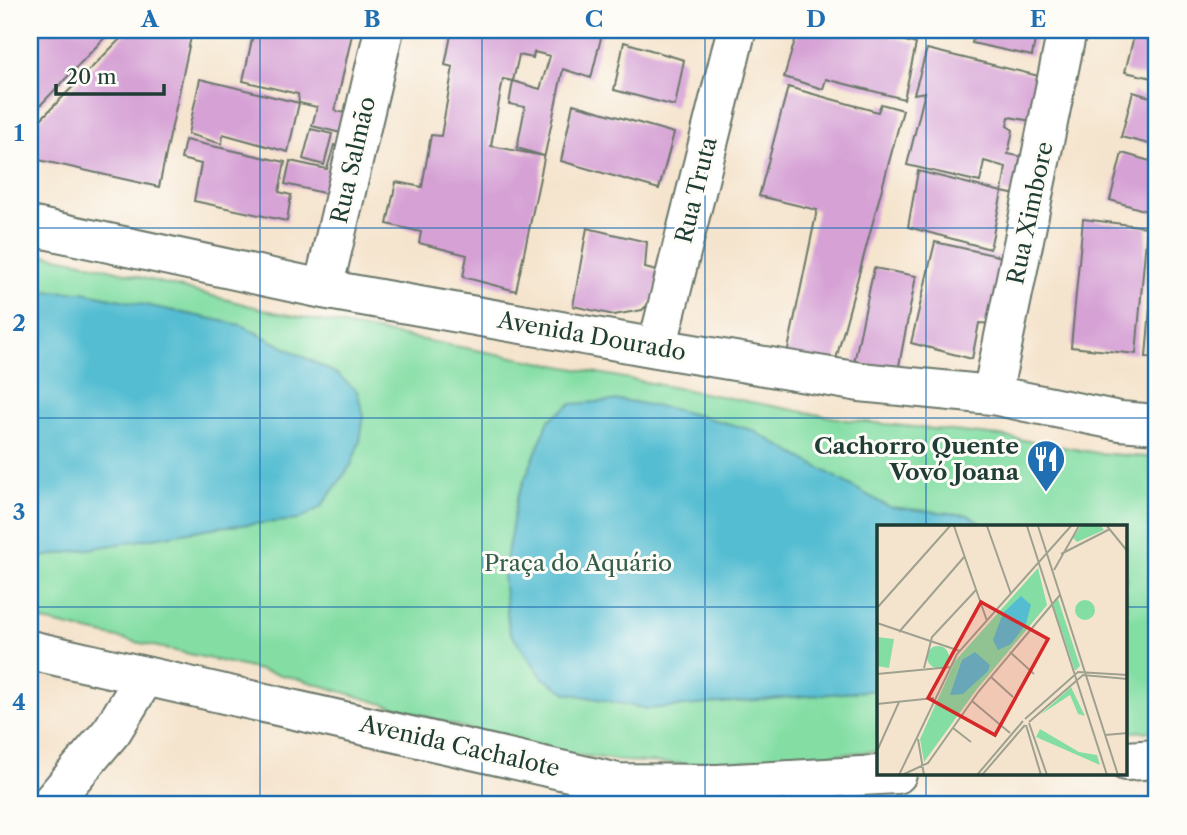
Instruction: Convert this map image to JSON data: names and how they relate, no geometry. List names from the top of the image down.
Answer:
{
  "streets": {
    "street": [
      "Rua Salmão",
      "Rua Truta",
      "Rua Ximbore",
      "Avenida Dourado",
      "Avenida Cachalote"
    ]
  },
  "crossings": [
    ["Rua Salmão", "Avenida Dourado"],
    ["Rua Truta", "Avenida Dourado"],
    ["Rua Ximbore", "Avenida Dourado"]
  ],
  "parks": ["Praça do Aquário"],
  "places": {
    "restaurant": ["Cachorro Quente Vovó Joana"]
  },
  "scale_bar": "20 m",
  "grid": {
    "columns": [
      "A",
      "B",
      "C",
      "D",
      "E"
    ],
    "rows": [
      "1",
      "2",
      "3",
      "4"
    ]
  }
}
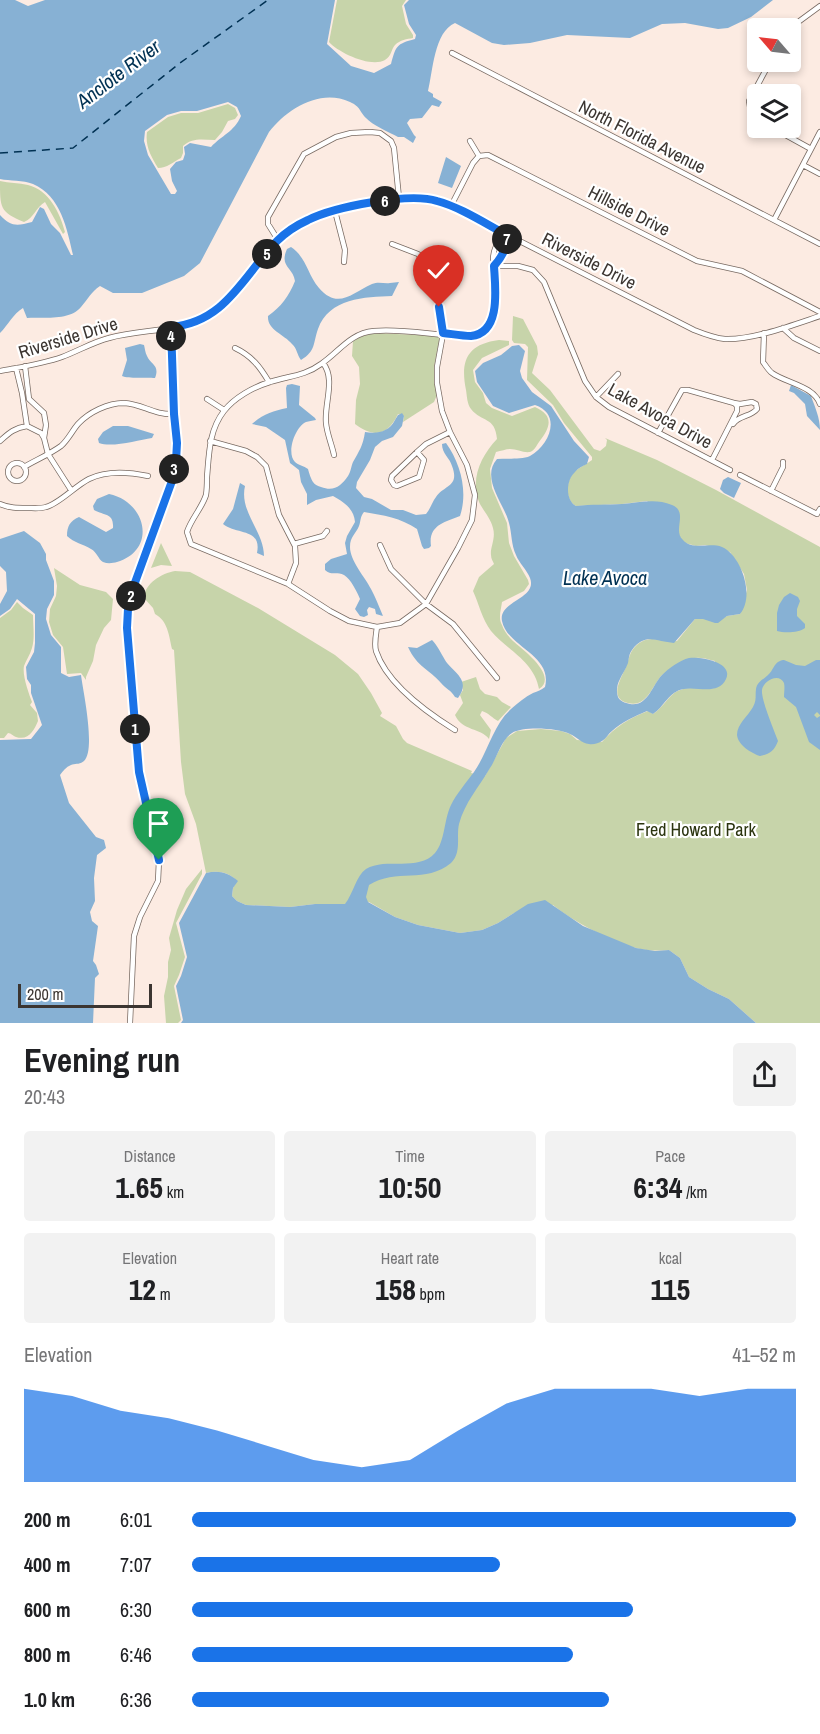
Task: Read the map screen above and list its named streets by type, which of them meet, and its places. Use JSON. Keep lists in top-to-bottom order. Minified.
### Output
{"streets":{"street":["North Florida Avenue","Hillside Drive","Riverside Drive","Lake Avoca Drive"]},"crossings":[["Hillside Drive","Riverside Drive"]],"water":["Anclote River","Lake Avoca"],"parks":["Fred Howard Park"],"scale_bar":"200 m","north":"top left","page":{"pins":["6","7","5","4","3","2","1"],"scale":"200 m","heading":["Evening run","20:43"],"stats":[["Distance","1.65 km"],["Time","10:50"],["Pace","6:34 /km"],["Elevation","12 m"],["Heart rate","158 bpm"],["kcal","115"]],"chart":["Elevation","41–52 m"],"list":[{"name":"200 m","note":"6:01"},{"name":"400 m","note":"7:07"},{"name":"600 m","note":"6:30"},{"name":"800 m","note":"6:46"},{"name":"1.0 km","note":"6:36"}]}}
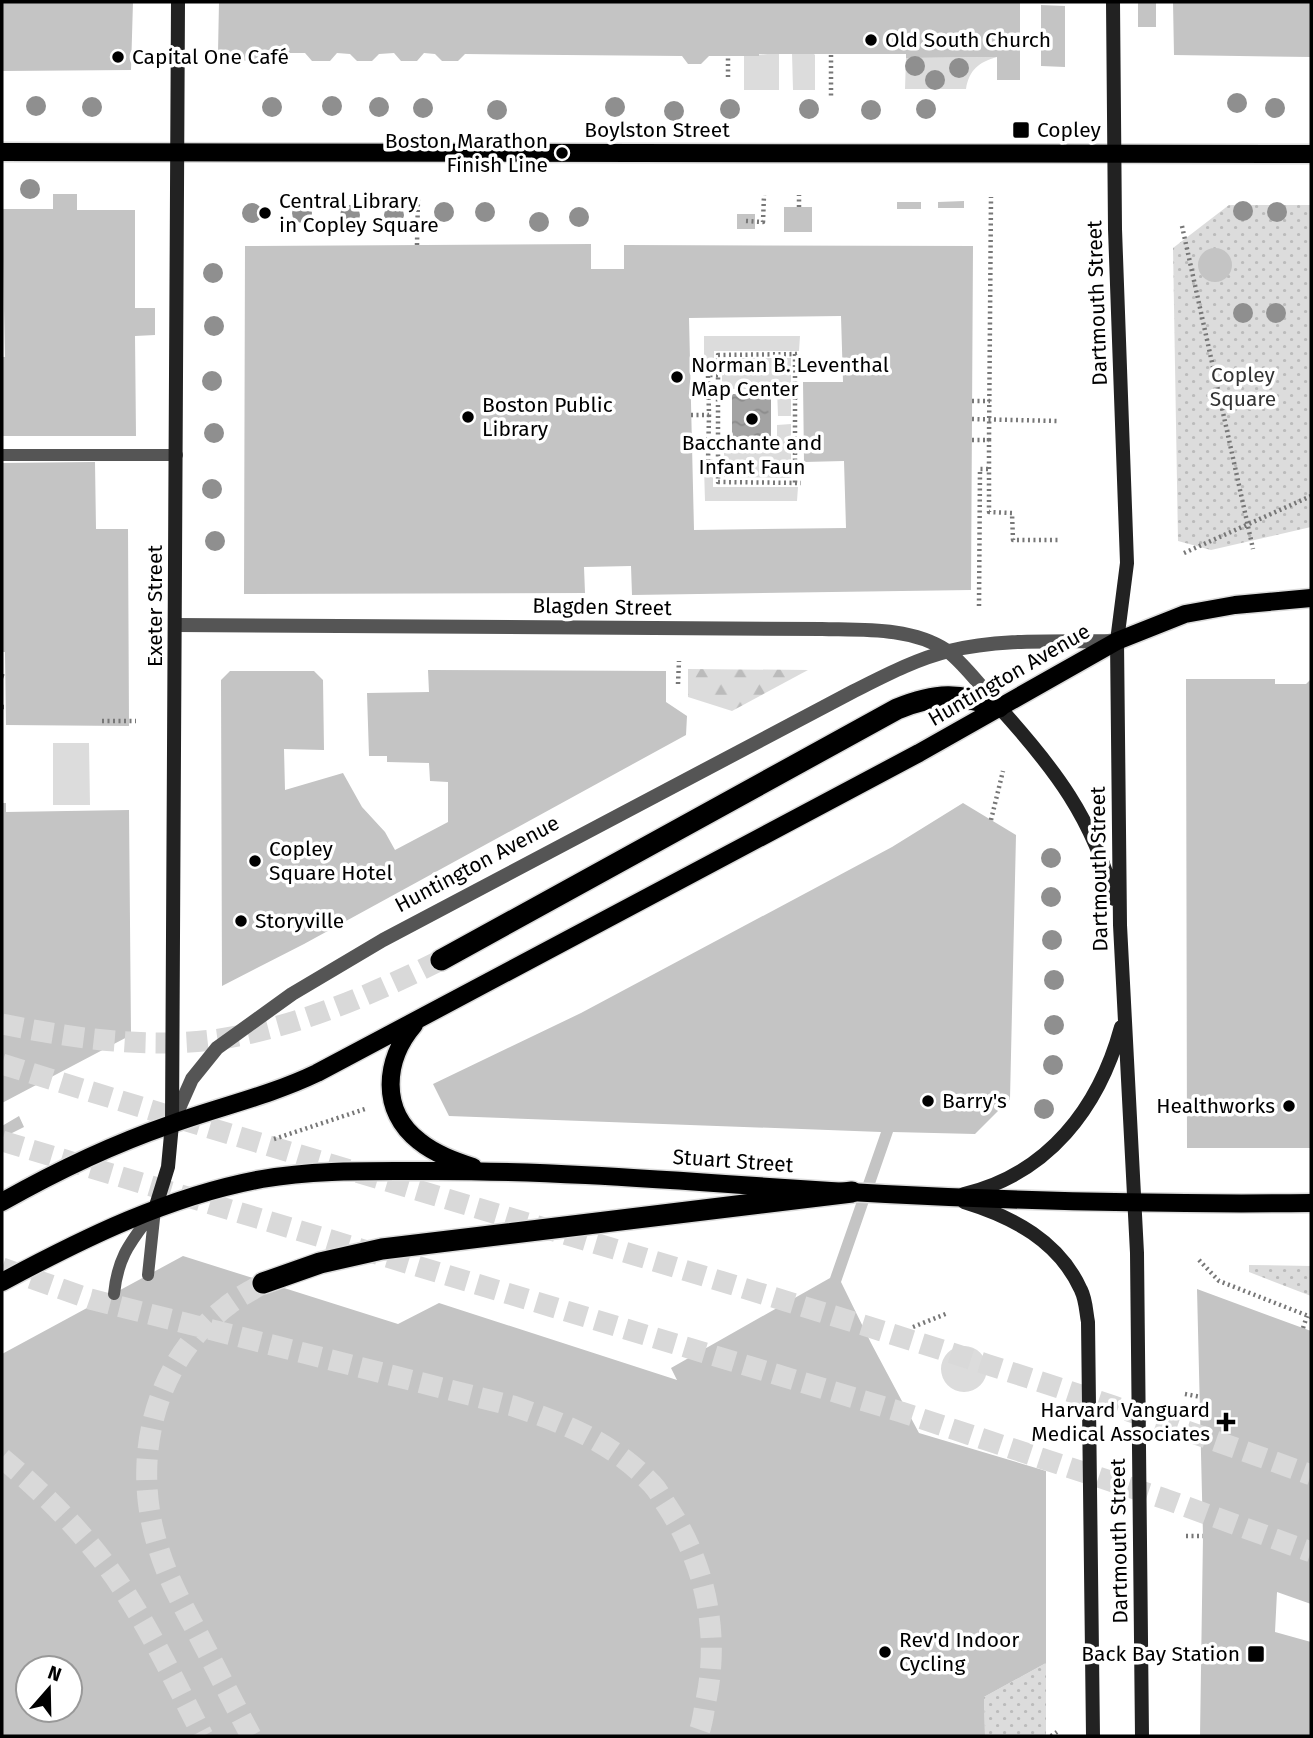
══════
Directions for this task: Print the material exactly as given, but not the pictures.

Solution for this exercise:
Instruction: Convert this map image to JSON data: names and how they relate, no geometry. List names from the top of the image down.
Answer:
{
  "streets": {
    "street": [
      "Rua Salmão",
      "Rua Truta",
      "Rua Ximbore",
      "Avenida Dourado",
      "Avenida Cachalote"
    ]
  },
  "crossings": [
    ["Rua Salmão", "Avenida Dourado"],
    ["Rua Truta", "Avenida Dourado"],
    ["Rua Ximbore", "Avenida Dourado"]
  ],
  "parks": ["Praça do Aquário"],
  "places": {
    "restaurant": ["Cachorro Quente Vovó Joana"]
  },
  "scale_bar": "20 m",
  "grid": {
    "columns": [
      "A",
      "B",
      "C",
      "D",
      "E"
    ],
    "rows": [
      "1",
      "2",
      "3",
      "4"
    ]
  }
}
Task: Read the map screen above and list its named streets by type, which of them meet, and its places. Use JSON. Keep lists in top-to-bottom order. Minified.
### Output
{"streets":{"street":["North Florida Avenue","Hillside Drive","Riverside Drive","Lake Avoca Drive"]},"crossings":[["Hillside Drive","Riverside Drive"]],"water":["Anclote River","Lake Avoca"],"parks":["Fred Howard Park"],"scale_bar":"200 m","north":"top left","page":{"pins":["6","7","5","4","3","2","1"],"scale":"200 m","heading":["Evening run","20:43"],"stats":[["Distance","1.65 km"],["Time","10:50"],["Pace","6:34 /km"],["Elevation","12 m"],["Heart rate","158 bpm"],["kcal","115"]],"chart":["Elevation","41–52 m"],"list":[{"name":"200 m","note":"6:01"},{"name":"400 m","note":"7:07"},{"name":"600 m","note":"6:30"},{"name":"800 m","note":"6:46"},{"name":"1.0 km","note":"6:36"}]}}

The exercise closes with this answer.